From the entries below, gather every line containing the string "limit".

---*---

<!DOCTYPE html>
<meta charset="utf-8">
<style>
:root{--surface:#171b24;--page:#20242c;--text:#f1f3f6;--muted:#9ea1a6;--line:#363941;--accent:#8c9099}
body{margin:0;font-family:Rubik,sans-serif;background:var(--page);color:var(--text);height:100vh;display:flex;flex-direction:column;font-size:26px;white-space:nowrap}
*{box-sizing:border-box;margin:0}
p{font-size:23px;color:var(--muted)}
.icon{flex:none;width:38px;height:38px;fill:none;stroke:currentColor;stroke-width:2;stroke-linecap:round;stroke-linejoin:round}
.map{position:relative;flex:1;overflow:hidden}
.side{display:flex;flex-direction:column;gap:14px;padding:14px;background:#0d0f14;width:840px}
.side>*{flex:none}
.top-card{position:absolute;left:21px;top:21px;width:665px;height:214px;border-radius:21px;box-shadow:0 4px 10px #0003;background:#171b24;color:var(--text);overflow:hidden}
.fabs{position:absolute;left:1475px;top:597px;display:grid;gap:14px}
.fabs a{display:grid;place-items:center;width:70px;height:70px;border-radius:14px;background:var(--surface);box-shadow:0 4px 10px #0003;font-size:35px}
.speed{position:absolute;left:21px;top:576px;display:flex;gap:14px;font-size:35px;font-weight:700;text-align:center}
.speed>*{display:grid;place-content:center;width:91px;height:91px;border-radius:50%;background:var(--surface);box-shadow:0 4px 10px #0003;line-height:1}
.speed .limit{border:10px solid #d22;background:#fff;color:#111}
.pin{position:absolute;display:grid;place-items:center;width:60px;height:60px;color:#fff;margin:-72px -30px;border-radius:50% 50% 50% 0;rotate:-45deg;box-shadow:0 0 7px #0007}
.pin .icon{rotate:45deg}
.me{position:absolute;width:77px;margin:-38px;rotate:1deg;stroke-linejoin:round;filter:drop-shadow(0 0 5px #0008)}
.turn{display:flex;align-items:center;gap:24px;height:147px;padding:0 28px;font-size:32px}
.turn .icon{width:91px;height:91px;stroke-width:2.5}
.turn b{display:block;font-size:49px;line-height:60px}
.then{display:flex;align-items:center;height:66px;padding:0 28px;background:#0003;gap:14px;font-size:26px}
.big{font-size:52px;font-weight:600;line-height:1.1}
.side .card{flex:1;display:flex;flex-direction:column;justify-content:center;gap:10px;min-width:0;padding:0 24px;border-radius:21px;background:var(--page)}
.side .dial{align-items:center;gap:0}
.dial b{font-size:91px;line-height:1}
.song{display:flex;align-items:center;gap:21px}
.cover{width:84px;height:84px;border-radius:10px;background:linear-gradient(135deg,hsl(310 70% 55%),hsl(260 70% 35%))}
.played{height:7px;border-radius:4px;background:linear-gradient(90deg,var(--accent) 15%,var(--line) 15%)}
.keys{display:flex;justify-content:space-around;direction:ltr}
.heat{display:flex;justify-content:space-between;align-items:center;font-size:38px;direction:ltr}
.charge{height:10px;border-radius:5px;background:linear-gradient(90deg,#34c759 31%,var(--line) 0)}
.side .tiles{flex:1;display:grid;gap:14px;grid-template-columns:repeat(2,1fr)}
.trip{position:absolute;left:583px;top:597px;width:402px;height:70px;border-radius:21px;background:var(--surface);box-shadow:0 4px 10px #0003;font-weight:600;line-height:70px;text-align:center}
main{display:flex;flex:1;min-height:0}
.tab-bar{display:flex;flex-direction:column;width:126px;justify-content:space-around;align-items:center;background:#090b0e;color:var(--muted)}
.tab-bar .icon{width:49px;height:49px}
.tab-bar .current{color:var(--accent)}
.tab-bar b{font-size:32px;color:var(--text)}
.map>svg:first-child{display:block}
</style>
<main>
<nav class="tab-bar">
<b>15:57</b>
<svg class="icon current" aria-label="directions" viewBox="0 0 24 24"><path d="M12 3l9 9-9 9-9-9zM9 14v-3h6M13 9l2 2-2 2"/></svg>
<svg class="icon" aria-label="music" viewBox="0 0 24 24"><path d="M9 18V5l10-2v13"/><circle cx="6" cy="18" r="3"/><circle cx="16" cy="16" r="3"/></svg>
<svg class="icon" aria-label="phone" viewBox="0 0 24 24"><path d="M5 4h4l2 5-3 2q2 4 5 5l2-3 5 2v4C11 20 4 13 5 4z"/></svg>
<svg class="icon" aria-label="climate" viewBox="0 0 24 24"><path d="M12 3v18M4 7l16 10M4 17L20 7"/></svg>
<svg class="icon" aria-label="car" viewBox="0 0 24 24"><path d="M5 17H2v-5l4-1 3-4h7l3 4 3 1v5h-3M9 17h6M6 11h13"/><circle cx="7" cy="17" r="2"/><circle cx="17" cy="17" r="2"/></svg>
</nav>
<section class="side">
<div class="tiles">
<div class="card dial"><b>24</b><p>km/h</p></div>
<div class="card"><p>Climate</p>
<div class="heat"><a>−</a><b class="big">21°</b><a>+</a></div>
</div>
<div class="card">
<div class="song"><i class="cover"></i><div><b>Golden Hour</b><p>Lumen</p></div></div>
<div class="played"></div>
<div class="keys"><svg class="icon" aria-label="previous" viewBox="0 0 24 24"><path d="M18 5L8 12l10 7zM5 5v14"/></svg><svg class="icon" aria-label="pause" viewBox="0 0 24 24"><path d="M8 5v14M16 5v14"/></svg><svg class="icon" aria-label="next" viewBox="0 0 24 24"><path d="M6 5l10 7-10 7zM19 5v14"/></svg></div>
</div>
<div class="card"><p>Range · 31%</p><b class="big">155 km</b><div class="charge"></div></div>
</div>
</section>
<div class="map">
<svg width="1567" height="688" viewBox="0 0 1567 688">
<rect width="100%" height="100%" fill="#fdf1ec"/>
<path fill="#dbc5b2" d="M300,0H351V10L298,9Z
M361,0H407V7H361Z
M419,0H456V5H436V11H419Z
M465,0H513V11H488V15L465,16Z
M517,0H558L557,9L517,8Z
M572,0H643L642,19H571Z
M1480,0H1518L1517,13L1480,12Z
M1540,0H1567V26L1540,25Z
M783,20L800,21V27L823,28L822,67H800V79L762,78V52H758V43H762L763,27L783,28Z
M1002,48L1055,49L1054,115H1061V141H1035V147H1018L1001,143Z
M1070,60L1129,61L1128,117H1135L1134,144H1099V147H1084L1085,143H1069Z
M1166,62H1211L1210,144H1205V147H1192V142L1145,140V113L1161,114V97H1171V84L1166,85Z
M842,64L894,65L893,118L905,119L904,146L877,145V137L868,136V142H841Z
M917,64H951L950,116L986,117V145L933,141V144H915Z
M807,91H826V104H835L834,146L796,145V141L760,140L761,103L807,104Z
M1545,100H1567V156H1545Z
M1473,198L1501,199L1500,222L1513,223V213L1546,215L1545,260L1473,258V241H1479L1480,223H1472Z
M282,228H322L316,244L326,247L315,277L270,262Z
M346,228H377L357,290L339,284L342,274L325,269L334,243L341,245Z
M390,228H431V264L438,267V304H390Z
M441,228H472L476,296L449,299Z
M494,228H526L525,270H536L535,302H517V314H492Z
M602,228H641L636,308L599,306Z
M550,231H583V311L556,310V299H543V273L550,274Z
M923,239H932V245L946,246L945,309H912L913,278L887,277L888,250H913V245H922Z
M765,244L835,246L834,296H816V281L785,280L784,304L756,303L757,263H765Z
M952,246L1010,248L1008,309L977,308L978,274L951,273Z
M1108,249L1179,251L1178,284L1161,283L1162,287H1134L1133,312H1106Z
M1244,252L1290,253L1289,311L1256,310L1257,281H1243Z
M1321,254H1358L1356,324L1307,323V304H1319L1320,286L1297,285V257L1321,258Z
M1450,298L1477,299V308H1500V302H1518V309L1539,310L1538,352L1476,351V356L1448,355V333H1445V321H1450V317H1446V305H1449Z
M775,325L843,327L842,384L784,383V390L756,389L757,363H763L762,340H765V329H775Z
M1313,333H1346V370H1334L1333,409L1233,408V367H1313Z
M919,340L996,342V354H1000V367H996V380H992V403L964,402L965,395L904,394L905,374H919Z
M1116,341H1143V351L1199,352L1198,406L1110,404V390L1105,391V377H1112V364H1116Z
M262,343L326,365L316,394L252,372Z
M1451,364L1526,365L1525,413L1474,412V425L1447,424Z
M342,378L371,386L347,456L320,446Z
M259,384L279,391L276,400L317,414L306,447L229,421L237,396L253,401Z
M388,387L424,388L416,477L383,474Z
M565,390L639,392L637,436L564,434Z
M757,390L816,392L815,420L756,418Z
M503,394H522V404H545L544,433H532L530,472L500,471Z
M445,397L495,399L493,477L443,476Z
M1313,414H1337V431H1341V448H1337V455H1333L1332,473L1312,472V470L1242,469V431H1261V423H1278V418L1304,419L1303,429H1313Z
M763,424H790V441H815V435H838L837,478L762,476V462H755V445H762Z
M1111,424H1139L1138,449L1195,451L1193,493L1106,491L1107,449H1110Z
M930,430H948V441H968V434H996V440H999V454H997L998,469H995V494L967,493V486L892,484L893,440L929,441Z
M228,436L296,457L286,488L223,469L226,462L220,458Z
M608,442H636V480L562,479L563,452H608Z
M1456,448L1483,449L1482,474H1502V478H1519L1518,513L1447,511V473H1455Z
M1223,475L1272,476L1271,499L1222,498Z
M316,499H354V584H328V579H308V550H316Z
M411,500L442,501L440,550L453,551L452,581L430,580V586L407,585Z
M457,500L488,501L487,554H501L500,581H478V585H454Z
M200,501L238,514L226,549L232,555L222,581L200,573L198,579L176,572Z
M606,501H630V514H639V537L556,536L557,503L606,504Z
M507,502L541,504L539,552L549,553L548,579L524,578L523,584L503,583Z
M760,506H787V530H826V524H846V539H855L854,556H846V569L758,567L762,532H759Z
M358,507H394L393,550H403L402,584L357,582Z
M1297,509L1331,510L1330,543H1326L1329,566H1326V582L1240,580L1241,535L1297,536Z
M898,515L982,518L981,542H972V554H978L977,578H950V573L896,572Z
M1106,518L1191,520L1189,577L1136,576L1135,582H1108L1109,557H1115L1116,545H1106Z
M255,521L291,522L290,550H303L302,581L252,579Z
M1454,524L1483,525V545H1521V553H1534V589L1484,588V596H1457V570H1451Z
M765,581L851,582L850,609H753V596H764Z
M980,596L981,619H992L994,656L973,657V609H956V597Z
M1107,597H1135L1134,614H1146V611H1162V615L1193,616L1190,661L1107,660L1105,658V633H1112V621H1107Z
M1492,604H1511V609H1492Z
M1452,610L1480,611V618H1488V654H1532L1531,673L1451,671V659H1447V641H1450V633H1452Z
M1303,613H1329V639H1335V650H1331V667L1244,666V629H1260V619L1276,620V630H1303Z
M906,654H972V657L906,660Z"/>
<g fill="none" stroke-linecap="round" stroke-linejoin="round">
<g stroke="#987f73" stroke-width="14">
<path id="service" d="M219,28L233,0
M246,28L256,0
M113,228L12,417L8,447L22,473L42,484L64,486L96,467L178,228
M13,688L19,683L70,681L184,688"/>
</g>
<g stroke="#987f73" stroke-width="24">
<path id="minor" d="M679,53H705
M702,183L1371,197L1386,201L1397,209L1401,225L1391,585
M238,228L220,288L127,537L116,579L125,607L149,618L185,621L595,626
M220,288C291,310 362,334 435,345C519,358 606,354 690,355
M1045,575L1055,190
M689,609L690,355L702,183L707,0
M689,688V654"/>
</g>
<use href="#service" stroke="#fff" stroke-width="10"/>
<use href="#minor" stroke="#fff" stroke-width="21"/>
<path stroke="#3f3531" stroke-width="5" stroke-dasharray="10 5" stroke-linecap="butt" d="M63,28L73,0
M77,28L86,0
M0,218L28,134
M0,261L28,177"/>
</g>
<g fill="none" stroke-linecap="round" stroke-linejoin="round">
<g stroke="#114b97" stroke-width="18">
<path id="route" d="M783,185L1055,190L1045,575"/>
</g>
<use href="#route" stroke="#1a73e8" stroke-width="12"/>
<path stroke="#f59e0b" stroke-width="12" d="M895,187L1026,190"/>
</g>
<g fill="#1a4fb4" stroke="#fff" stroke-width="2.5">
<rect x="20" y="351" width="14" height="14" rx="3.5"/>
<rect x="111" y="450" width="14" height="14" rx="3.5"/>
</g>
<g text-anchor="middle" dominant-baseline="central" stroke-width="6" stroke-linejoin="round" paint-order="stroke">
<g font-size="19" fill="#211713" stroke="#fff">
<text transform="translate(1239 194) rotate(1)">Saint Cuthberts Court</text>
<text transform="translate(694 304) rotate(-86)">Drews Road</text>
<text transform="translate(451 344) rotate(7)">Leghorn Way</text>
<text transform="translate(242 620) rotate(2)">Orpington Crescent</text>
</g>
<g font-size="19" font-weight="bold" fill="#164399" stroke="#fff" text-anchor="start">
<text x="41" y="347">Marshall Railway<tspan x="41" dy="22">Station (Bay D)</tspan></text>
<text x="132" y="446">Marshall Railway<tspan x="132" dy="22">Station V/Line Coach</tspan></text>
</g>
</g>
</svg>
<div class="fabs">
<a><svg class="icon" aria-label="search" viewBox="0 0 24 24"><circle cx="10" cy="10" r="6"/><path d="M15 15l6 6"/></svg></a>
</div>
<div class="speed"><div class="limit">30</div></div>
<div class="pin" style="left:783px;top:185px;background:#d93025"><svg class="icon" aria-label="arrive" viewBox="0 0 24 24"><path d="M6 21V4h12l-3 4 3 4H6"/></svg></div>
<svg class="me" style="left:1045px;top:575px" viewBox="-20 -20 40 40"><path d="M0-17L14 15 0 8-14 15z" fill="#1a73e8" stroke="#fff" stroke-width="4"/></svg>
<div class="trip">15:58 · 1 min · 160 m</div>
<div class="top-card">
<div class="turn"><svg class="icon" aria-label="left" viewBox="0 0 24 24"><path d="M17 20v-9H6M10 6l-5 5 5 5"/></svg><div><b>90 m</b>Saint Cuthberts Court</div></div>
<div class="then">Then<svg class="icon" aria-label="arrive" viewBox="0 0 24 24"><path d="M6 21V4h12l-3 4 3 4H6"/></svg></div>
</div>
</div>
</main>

---*---

WRITTEN ANSWER:
.speed .limit{border:10px solid #d22;background:#fff;color:#111}
<div class="speed"><div class="limit">30</div></div>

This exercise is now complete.